◆ Task
Given the entries that follow, write out exactly the lines starting at the one containing "height:3px; margin-top:-1.5px; transform-origin:0;" and ending at the one containing "0,91px 0,146px 125px,231px", both ends included, and only those.

◆ Records excerpted from a collection
━━━
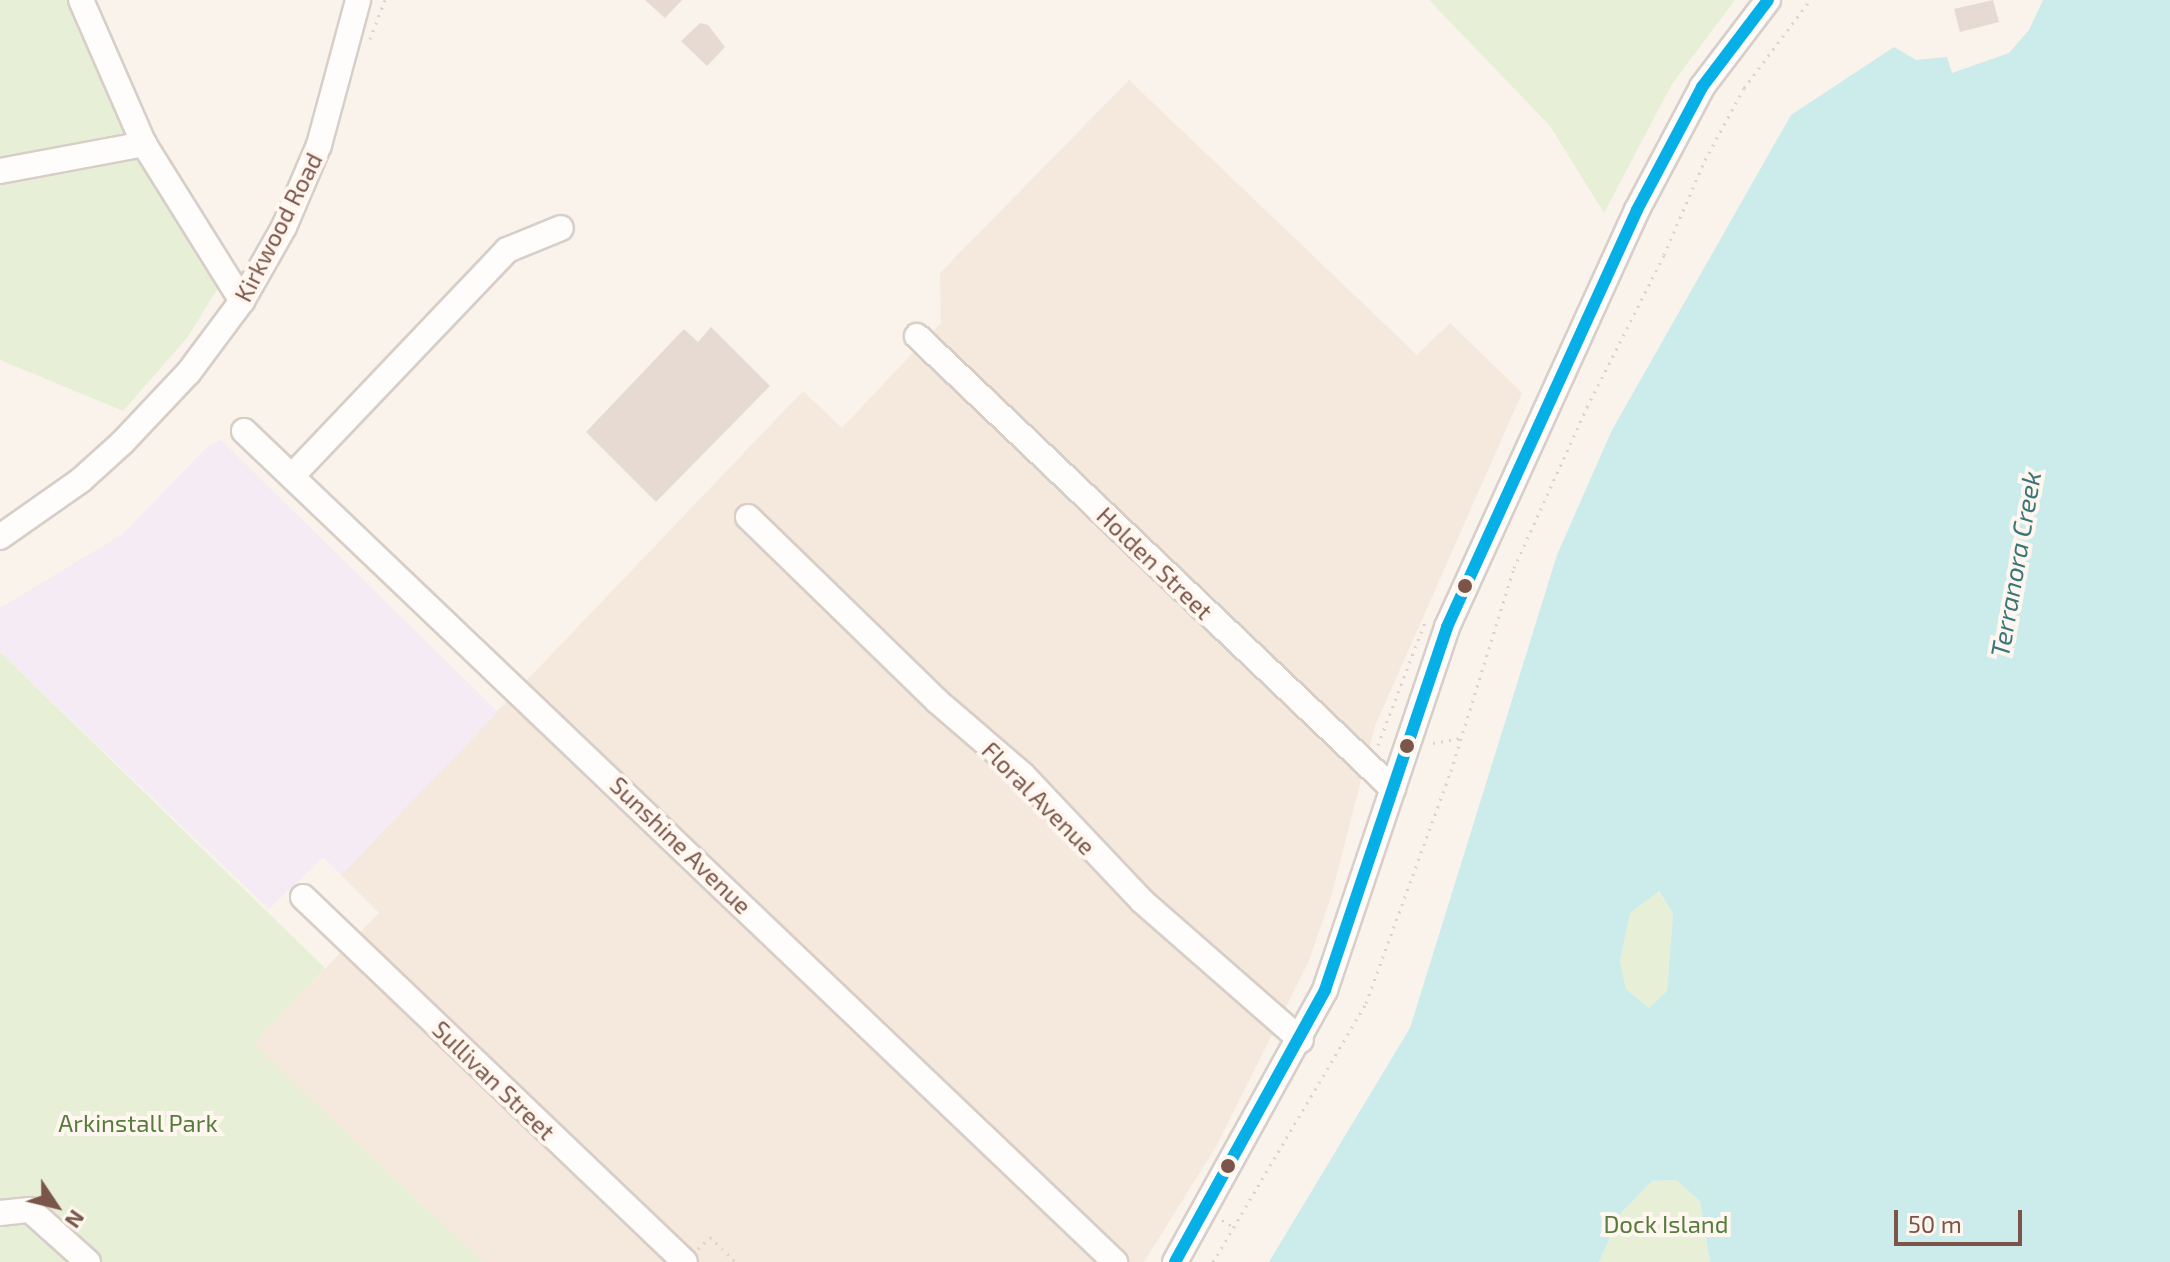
<!DOCTYPE html>
<html>
<head>
<meta charset="utf-8">
<style>
	body { margin:0 }
	#map { position:relative; width:2170px; height:1262px; overflow:hidden; background:#f9f3ec; font-family:"Exo 2",sans-serif }
	div>[style] { position:absolute }
	.residential>* { inset:0; background:#f5e8dc }
	.education>* { inset:0; background:#f4ebf4 }
	.green>* { inset:0; background:#e7f0d6 }
	.water>* { inset:0; background:#ccebeb }
	.building>* { inset:0; background:#e6dad3 }
	.path>* { height:3px; margin-top:-1.5px; transform-origin:0; background:repeating-linear-gradient(90deg,#dcd1ce 0 2px,transparent 0 8px) }
	.roads { filter:drop-shadow(2px 0 #d8cec8) drop-shadow(-2px 0 #d8cec8) drop-shadow(0 2px #d8cec8) drop-shadow(0 -2px #d8cec8) }
	.minor>* { height:24px; margin:-12px; padding:0 12px; transform-origin:12px; border-radius:12px; background:#fefdfc }
	.bus-1>* { height:12px; margin:-6px; padding:0 6px; transform-origin:6px; border-radius:6px; background:#06b0e7 }
	.dots>* { width:22px; height:22px; translate:-50% -50%; box-sizing:border-box; border:4px solid #fff7ef; border-radius:50% }
	span { translate:-50% -50%; white-space:nowrap; text-align:center; line-height:1.15; -webkit-text-stroke:8px #fff7ef; paint-order:stroke }
	.street-label { font-size:24px; color:#7b5549 }
	.park-label { font-size:24px; color:#567b3c }
	.water-label { font-size:26px; color:#387679; font-style:italic }
	.north { position:absolute; left:16px; top:1166px; width:80px; height:80px; -webkit-text-stroke:6px #fff7ef; paint-order:stroke; rotate:125deg; font-size:22px; font-weight:700; line-height:32px; text-align:center; color:#7b5549 }
	.north::after { content:''; display:block; margin:auto; width:28px; height:36px; background:#7b5549; clip-path:polygon(50% 0,100% 100%,50% 72%,0 100%) }
	.scale { position:absolute; left:1894px; top:1210px; width:128px; height:36px; box-sizing:border-box; border:4px solid #7b5549; border-top:0; padding-left:10px; font-size:24px; line-height:28px; white-space:nowrap; color:#7b5549; -webkit-text-stroke:6px #fff7ef; paint-order:stroke }
</style>
</head>
<body>
<div id="map">
	<div class="residential">
		<i style="clip-path:polygon(1129px 80px,1417px 355px,1450px 323px,1522px 393px,1375px 726px,1331px 897px,1308px 963px,1217px 1145px,1144px 1262px,483px 1262px,252px 1044px,379px 913px,341px 875px,803px 391px,842px 428px,941px 323px,940px 273px)"></i>
	</div>
	<div class="education">
		<i style="clip-path:polygon(221px 440px,498px 712px,341px 875px,323px 857px,269px 909px,0 652px,0 608px,123px 534px,209px 445px)"></i>
	</div>
	<div class="green">
		<i style="clip-path:polygon(0 0,91px 0,146px 125px,231px 267px,187px 338px,123px 411px,0 360px)"></i>
		<i style="clip-path:polygon(1429px 0,1735px 0,1672px 84px,1604px 213px,1550px 126px)"></i>
		<i style="clip-path:polygon(0 652px,325px 968px,253px 1044px,483px 1262px,0 1262px)"></i>
		<i style="clip-path:polygon(1658px 891px,1673px 914px,1667px 991px,1649px 1008px,1626px 989px,1620px 961px,1630px 913px)"></i>
		<i style="clip-path:polygon(1676px 1180px,1700px 1201px,1710px 1262px,1599px 1262px,1621px 1213px,1652px 1181px)"></i>
	</div>
	<div class="water">
		<i style="clip-path:polygon(evenodd,2043px 0,2170px 0,2170px 1262px,1710px 1262px,1700px 1201px,1676px 1180px,1652px 1181px,1621px 1213px,1599px 1262px,1269px 1262px,1410px 1028px,1557px 555px,1612px 430px,1791px 115px,1894px 47px,1916px 60px,1947px 57px,1952px 73px,2009px 53px,2029px 30px,2043px 0,1659px 891px,1673px 914px,1667px 991px,1649px 1008px,1626px 989px,1620px 961px,1630px 913px,1659px 891px)"></i>
	</div>
	<div class="building">
		<i style="clip-path:polygon(645px 0,682px 0,665px 18px)"></i>
		<i style="clip-path:polygon(1993px 0,1999px 22px,1960px 32px,1954px 9px)"></i>
		<i style="clip-path:polygon(700px 23px,708px 25px,725px 47px,707px 66px,681px 41px)"></i>
		<i style="clip-path:polygon(711px 327px,770px 386px,656px 502px,586px 432px,684px 329px,698px 342px)"></i>
	</div>
	<div class="path">
		<i style="left:370px;top:39px;width:42px;rotate:-69deg"></i>
		<i style="left:1433px;top:743px;width:28px;rotate:-10deg"></i>
		<i style="left:1378px;top:745px;width:132px;rotate:-69.1deg"></i>
		<i style="left:1222px;top:1220px;width:16px;rotate:30deg"></i>
		<i style="left:698px;top:1249px;width:17px;rotate:-45deg"></i>
		<i style="left:710px;top:1237px;width:36px;rotate:44deg"></i>
		<i style="left:1213px;top:1262px;width:301px;rotate:-59.4deg"></i>
		<i style="left:1366px;top:1003px;width:247px;rotate:-69.9deg"></i>
		<i style="left:1451px;top:771px;width:213px;rotate:-72.8deg"></i>
		<i style="left:1514px;top:568px;width:177px;rotate:-65.6deg"></i>
		<i style="left:1587px;top:407px;width:170px;rotate:-63.1deg"></i>
		<i style="left:1664px;top:255px;width:103px;rotate:-66.7deg"></i>
		<i style="left:1705px;top:160px;width:82px;rotate:-61.6deg"></i>
		<i style="left:1744px;top:88px;width:110px;rotate:-53.1deg"></i>
	</div>
	<div class="roads">
		<div class="minor">
			<i style="left:81px;top:0;width:157px;rotate:66.4deg"></i>
			<i style="left:0;top:171px;width:147px;rotate:-10.6deg"></i>
			<i style="left:144px;top:144px;width:185px;rotate:58deg"></i>
			<i style="left:917px;top:336px;width:657px;rotate:43.58deg"></i>
			<i style="left:244px;top:431px;width:1204px;rotate:43.65deg"></i>
			<i style="left:292px;top:476px;width:312px;rotate:-46.4deg"></i>
			<i style="left:507px;top:250px;width:58px;rotate:-22.2deg"></i>
			<i style="left:748px;top:517px;width:264px;rotate:44.2deg"></i>
			<i style="left:937px;top:701px;width:113px;rotate:40.7deg"></i>
			<i style="left:1023px;top:775px;width:173px;rotate:46.6deg"></i>
			<i style="left:1142px;top:901px;width:211px;rotate:41.2deg"></i>
			<i style="left:0;top:537px;width:99px;rotate:-35.1deg"></i>
			<i style="left:81px;top:480px;width:55px;rotate:-42.1deg"></i>
			<i style="left:122px;top:443px;width:98px;rotate:-46.7deg"></i>
			<i style="left:189px;top:372px;width:89px;rotate:-53.3deg"></i>
			<i style="left:242px;top:301px;width:85px;rotate:-60.4deg"></i>
			<i style="left:284px;top:227px;width:89px;rotate:-66.9deg"></i>
			<i style="left:319px;top:145px;width:150px;rotate:-74.9deg"></i>
			<i style="left:303px;top:897px;width:528px;rotate:43.7deg"></i>
			<i style="left:0;top:1213px;width:30px;rotate:-6deg"></i>
			<i style="left:30px;top:1210px;width:78px;rotate:41.9deg"></i>
			<i style="left:1175px;top:1262px;width:311px;rotate:-61.1deg"></i>
			<i style="left:1325px;top:990px;width:383px;rotate:-71.4deg"></i>
			<i style="left:1447px;top:627px;width:458px;rotate:-65.5deg"></i>
			<i style="left:1637px;top:210px;width:139px;rotate:-62.1deg"></i>
			<i style="left:1702px;top:87px;width:109px;rotate:-52.8deg"></i>
		</div>
	</div>
	<div class="bus-1">
		<i style="left:1175px;top:1262px;width:311px;rotate:-61.1deg"></i>
		<i style="left:1325px;top:990px;width:383px;rotate:-71.4deg"></i>
		<i style="left:1447px;top:627px;width:458px;rotate:-65.5deg"></i>
		<i style="left:1637px;top:210px;width:139px;rotate:-62.1deg"></i>
		<i style="left:1702px;top:87px;width:109px;rotate:-52.8deg"></i>
	</div>
	<div class="dots">
		<i style="left:1465px;top:586px;background:#7b5549"></i>
		<i style="left:1407px;top:746px;background:#7b5549"></i>
		<i style="left:1228px;top:1166px;background:#7b5549"></i>
	</div>
	<div class="street-label">
		<span style="left:278px;top:227px;rotate:-63deg">Kirkwood Road</span>
		<span style="left:1155px;top:563px;rotate:44deg">Holden Street</span>
		<span style="left:1039px;top:798px;rotate:45deg">Floral Avenue</span>
		<span style="left:681px;top:845px;rotate:44deg">Sunshine Avenue</span>
		<span style="left:494px;top:1080px;rotate:44deg">Sullivan Street</span>
	</div>
	<div class="park-label">
		<span style="left:138px;top:1123px">Arkinstall Park</span>
		<span style="left:1666px;top:1224px">Dock Island</span>
	</div>
	<div class="water-label">
		<span style="left:2015px;top:564px;rotate:-80deg">Terranora Creek</span>
	</div>
	<div class="north">N</div>
	<div class="scale">50 m</div>
</div>
</body>
</html>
━━━
◆ Answer below
	.path>* { height:3px; margin-top:-1.5px; transform-origin:0; background:repeating-linear-gradient(90deg,#dcd1ce 0 2px,transparent 0 8px) }
	.roads { filter:drop-shadow(2px 0 #d8cec8) drop-shadow(-2px 0 #d8cec8) drop-shadow(0 2px #d8cec8) drop-shadow(0 -2px #d8cec8) }
	.minor>* { height:24px; margin:-12px; padding:0 12px; transform-origin:12px; border-radius:12px; background:#fefdfc }
	.bus-1>* { height:12px; margin:-6px; padding:0 6px; transform-origin:6px; border-radius:6px; background:#06b0e7 }
	.dots>* { width:22px; height:22px; translate:-50% -50%; box-sizing:border-box; border:4px solid #fff7ef; border-radius:50% }
	span { translate:-50% -50%; white-space:nowrap; text-align:center; line-height:1.15; -webkit-text-stroke:8px #fff7ef; paint-order:stroke }
	.street-label { font-size:24px; color:#7b5549 }
	.park-label { font-size:24px; color:#567b3c }
	.water-label { font-size:26px; color:#387679; font-style:italic }
	.north { position:absolute; left:16px; top:1166px; width:80px; height:80px; -webkit-text-stroke:6px #fff7ef; paint-order:stroke; rotate:125deg; font-size:22px; font-weight:700; line-height:32px; text-align:center; color:#7b5549 }
	.north::after { content:''; display:block; margin:auto; width:28px; height:36px; background:#7b5549; clip-path:polygon(50% 0,100% 100%,50% 72%,0 100%) }
	.scale { position:absolute; left:1894px; top:1210px; width:128px; height:36px; box-sizing:border-box; border:4px solid #7b5549; border-top:0; padding-left:10px; font-size:24px; line-height:28px; white-space:nowrap; color:#7b5549; -webkit-text-stroke:6px #fff7ef; paint-order:stroke }
</style>
</head>
<body>
<div id="map">
	<div class="residential">
		<i style="clip-path:polygon(1129px 80px,1417px 355px,1450px 323px,1522px 393px,1375px 726px,1331px 897px,1308px 963px,1217px 1145px,1144px 1262px,483px 1262px,252px 1044px,379px 913px,341px 875px,803px 391px,842px 428px,941px 323px,940px 273px)"></i>
	</div>
	<div class="education">
		<i style="clip-path:polygon(221px 440px,498px 712px,341px 875px,323px 857px,269px 909px,0 652px,0 608px,123px 534px,209px 445px)"></i>
	</div>
	<div class="green">
		<i style="clip-path:polygon(0 0,91px 0,146px 125px,231px 267px,187px 338px,123px 411px,0 360px)"></i>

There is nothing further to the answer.